Exercise brief: Where the word "absolute" appears in a line below, copy the whole line.

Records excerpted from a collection
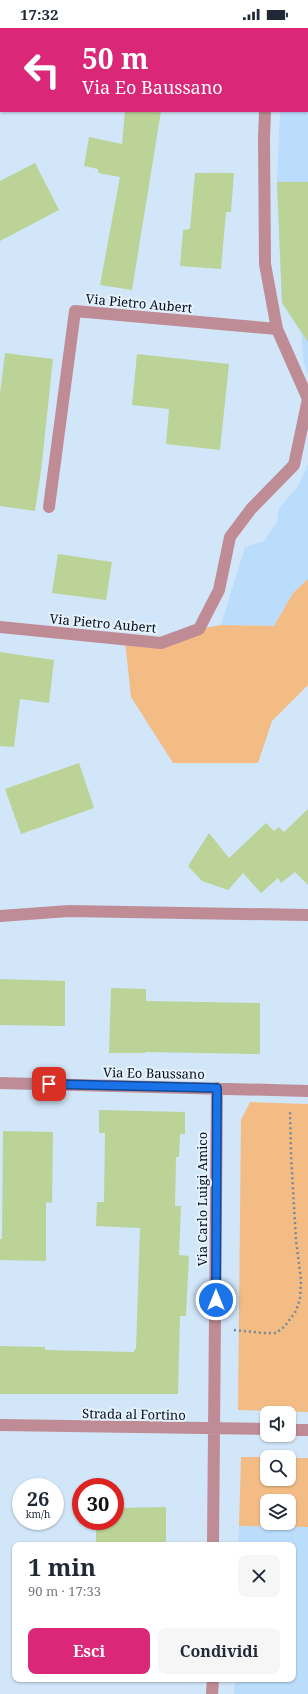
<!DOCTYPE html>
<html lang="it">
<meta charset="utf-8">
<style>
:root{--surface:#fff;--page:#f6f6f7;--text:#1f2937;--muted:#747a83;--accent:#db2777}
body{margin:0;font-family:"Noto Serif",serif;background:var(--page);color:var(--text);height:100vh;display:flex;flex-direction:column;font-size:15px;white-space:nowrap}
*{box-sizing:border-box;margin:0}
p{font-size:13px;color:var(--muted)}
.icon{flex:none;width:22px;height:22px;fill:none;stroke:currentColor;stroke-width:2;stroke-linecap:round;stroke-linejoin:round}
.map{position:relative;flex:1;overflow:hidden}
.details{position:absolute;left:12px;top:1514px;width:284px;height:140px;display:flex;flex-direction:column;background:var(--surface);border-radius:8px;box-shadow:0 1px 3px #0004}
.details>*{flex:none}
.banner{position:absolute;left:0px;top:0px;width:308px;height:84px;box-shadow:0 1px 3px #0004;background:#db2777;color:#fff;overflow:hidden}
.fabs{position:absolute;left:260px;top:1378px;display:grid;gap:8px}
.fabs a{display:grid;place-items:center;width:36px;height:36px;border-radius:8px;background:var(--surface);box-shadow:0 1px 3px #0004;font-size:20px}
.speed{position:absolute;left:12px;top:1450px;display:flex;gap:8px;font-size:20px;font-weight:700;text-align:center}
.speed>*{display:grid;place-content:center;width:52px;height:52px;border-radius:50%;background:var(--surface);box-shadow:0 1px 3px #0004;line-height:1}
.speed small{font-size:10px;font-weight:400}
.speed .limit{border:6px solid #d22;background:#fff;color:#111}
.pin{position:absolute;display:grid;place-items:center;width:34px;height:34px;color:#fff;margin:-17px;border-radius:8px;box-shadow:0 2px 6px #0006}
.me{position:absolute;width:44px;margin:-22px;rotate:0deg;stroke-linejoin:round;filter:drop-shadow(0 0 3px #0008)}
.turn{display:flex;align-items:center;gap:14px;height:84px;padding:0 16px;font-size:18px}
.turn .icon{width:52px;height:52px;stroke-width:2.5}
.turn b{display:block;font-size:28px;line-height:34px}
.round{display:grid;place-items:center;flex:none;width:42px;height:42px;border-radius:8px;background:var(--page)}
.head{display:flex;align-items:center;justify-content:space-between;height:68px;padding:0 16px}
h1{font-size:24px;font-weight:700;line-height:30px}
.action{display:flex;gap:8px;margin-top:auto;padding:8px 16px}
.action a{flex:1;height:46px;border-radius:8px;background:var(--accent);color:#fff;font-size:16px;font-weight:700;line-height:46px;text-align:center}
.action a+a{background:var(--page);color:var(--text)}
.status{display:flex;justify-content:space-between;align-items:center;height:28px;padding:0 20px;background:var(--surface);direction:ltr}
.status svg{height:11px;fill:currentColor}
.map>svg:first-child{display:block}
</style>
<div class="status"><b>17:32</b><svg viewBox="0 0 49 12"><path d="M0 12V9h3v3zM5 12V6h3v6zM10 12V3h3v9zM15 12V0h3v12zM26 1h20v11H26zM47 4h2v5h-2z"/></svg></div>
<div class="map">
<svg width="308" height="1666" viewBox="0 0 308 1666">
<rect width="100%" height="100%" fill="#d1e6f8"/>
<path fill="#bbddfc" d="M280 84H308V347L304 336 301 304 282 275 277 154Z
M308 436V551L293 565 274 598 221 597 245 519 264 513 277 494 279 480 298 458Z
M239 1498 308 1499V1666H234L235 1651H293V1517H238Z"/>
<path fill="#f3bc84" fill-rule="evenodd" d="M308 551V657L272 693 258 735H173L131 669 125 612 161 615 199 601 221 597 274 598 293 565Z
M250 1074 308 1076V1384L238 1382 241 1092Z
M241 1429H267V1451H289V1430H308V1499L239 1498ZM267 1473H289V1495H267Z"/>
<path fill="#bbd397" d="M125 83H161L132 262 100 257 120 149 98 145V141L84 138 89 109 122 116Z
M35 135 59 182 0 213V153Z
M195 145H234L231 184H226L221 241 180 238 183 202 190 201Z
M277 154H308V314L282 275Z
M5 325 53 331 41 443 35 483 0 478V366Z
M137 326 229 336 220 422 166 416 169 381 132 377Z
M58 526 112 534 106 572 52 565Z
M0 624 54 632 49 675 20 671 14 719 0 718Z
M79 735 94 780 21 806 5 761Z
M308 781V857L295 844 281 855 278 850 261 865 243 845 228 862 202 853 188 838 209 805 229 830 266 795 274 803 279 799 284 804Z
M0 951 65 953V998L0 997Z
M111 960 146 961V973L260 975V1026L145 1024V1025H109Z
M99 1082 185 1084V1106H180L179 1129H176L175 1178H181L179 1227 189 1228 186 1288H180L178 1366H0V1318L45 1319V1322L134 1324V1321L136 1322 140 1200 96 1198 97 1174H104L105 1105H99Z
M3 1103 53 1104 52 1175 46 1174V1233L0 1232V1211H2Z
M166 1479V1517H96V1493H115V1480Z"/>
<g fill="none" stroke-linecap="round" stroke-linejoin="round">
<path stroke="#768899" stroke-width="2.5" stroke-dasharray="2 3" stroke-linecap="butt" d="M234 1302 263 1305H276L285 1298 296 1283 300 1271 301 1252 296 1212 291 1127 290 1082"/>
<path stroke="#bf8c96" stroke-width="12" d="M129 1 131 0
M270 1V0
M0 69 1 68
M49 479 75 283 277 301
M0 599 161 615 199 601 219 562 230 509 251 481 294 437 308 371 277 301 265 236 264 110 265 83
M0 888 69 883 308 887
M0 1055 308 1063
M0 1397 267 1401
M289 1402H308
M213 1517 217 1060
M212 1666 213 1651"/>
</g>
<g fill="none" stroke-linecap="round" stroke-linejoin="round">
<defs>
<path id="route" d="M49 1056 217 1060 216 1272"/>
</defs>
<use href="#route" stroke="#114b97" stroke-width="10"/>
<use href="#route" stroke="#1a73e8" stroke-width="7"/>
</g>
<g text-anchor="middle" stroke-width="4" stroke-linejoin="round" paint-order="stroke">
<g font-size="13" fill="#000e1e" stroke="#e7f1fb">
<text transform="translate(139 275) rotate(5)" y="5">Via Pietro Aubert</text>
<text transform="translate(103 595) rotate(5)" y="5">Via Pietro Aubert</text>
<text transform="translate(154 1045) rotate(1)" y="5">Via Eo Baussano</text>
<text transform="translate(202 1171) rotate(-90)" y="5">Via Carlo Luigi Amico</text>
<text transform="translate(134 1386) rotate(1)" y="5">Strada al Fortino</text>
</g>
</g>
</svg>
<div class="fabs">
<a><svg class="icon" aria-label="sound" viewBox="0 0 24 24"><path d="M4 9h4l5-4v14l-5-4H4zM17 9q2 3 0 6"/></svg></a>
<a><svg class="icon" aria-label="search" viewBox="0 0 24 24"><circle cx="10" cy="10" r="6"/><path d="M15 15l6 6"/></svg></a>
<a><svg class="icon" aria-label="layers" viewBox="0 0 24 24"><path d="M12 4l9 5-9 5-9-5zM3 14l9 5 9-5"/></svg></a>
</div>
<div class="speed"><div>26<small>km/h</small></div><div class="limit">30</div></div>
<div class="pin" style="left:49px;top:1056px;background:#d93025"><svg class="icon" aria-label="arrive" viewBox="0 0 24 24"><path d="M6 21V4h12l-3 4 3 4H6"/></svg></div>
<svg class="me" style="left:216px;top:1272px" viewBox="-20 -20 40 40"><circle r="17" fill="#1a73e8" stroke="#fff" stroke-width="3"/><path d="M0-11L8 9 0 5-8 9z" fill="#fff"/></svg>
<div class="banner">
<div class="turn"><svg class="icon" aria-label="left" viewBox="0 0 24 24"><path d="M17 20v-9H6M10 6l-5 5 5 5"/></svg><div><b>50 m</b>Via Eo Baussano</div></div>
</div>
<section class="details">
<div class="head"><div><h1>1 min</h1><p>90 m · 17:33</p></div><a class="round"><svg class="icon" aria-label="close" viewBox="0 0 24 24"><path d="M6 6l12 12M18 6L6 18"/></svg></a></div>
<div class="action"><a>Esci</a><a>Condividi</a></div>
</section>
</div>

Task solution:
.details{position:absolute;left:12px;top:1514px;width:284px;height:140px;display:flex;flex-direction:column;background:var(--surface);border-radius:8px;box-shadow:0 1px 3px #0004}
.banner{position:absolute;left:0px;top:0px;width:308px;height:84px;box-shadow:0 1px 3px #0004;background:#db2777;color:#fff;overflow:hidden}
.fabs{position:absolute;left:260px;top:1378px;display:grid;gap:8px}
.speed{position:absolute;left:12px;top:1450px;display:flex;gap:8px;font-size:20px;font-weight:700;text-align:center}
.pin{position:absolute;display:grid;place-items:center;width:34px;height:34px;color:#fff;margin:-17px;border-radius:8px;box-shadow:0 2px 6px #0006}
.me{position:absolute;width:44px;margin:-22px;rotate:0deg;stroke-linejoin:round;filter:drop-shadow(0 0 3px #0008)}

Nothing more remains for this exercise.